Top of EXTRACTED RECORDS

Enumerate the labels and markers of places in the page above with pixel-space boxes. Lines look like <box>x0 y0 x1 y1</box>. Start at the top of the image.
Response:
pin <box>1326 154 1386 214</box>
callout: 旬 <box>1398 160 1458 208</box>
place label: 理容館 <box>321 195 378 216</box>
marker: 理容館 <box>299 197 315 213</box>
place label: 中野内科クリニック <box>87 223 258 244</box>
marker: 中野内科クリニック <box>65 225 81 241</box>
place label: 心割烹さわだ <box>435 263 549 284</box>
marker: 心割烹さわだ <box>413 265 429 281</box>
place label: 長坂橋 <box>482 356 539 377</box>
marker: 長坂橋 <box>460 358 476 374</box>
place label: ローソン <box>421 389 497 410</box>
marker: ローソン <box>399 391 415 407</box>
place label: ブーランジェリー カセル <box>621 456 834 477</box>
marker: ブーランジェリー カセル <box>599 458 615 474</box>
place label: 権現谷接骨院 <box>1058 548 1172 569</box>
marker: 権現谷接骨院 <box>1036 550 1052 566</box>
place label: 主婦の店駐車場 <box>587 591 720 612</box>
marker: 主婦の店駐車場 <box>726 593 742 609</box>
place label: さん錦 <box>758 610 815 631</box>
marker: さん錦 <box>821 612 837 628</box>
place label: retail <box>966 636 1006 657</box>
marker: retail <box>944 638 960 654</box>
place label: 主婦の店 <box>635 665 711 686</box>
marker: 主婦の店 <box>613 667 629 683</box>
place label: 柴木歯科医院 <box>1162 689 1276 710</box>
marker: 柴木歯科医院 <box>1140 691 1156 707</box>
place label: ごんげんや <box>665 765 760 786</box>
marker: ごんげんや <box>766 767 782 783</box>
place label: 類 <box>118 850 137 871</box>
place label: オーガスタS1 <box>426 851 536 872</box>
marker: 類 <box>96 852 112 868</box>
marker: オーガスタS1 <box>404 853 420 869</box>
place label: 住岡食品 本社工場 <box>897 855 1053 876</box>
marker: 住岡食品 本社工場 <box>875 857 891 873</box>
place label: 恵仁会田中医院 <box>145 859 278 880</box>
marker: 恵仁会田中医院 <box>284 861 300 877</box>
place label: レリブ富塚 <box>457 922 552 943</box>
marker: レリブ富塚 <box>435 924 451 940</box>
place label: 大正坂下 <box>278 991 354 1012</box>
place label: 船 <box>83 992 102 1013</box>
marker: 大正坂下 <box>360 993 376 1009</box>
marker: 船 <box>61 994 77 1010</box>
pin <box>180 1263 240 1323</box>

Bottom of EXTRACTED RECORDS

* _BRIEF_
Hand back the listing exactly. Include every line.

* _SOLVED PROBLEM_
Enumerate the labels and markers of places in the page above with pixel-space boxes. Lines look like <box>x0 y0 x1 y1</box>. Start at the top of the image.
Response:
pin <box>1326 154 1386 214</box>
callout: 旬 <box>1398 160 1458 208</box>
place label: 理容館 <box>321 195 378 216</box>
marker: 理容館 <box>299 197 315 213</box>
place label: 中野内科クリニック <box>87 223 258 244</box>
marker: 中野内科クリニック <box>65 225 81 241</box>
place label: 心割烹さわだ <box>435 263 549 284</box>
marker: 心割烹さわだ <box>413 265 429 281</box>
place label: 長坂橋 <box>482 356 539 377</box>
marker: 長坂橋 <box>460 358 476 374</box>
place label: ローソン <box>421 389 497 410</box>
marker: ローソン <box>399 391 415 407</box>
place label: ブーランジェリー カセル <box>621 456 834 477</box>
marker: ブーランジェリー カセル <box>599 458 615 474</box>
place label: 権現谷接骨院 <box>1058 548 1172 569</box>
marker: 権現谷接骨院 <box>1036 550 1052 566</box>
place label: 主婦の店駐車場 <box>587 591 720 612</box>
marker: 主婦の店駐車場 <box>726 593 742 609</box>
place label: さん錦 <box>758 610 815 631</box>
marker: さん錦 <box>821 612 837 628</box>
place label: retail <box>966 636 1006 657</box>
marker: retail <box>944 638 960 654</box>
place label: 主婦の店 <box>635 665 711 686</box>
marker: 主婦の店 <box>613 667 629 683</box>
place label: 柴木歯科医院 <box>1162 689 1276 710</box>
marker: 柴木歯科医院 <box>1140 691 1156 707</box>
place label: ごんげんや <box>665 765 760 786</box>
marker: ごんげんや <box>766 767 782 783</box>
place label: 類 <box>118 850 137 871</box>
place label: オーガスタS1 <box>426 851 536 872</box>
marker: 類 <box>96 852 112 868</box>
marker: オーガスタS1 <box>404 853 420 869</box>
place label: 住岡食品 本社工場 <box>897 855 1053 876</box>
marker: 住岡食品 本社工場 <box>875 857 891 873</box>
place label: 恵仁会田中医院 <box>145 859 278 880</box>
marker: 恵仁会田中医院 <box>284 861 300 877</box>
place label: レリブ富塚 <box>457 922 552 943</box>
marker: レリブ富塚 <box>435 924 451 940</box>
place label: 大正坂下 <box>278 991 354 1012</box>
place label: 船 <box>83 992 102 1013</box>
marker: 大正坂下 <box>360 993 376 1009</box>
marker: 船 <box>61 994 77 1010</box>
pin <box>180 1263 240 1323</box>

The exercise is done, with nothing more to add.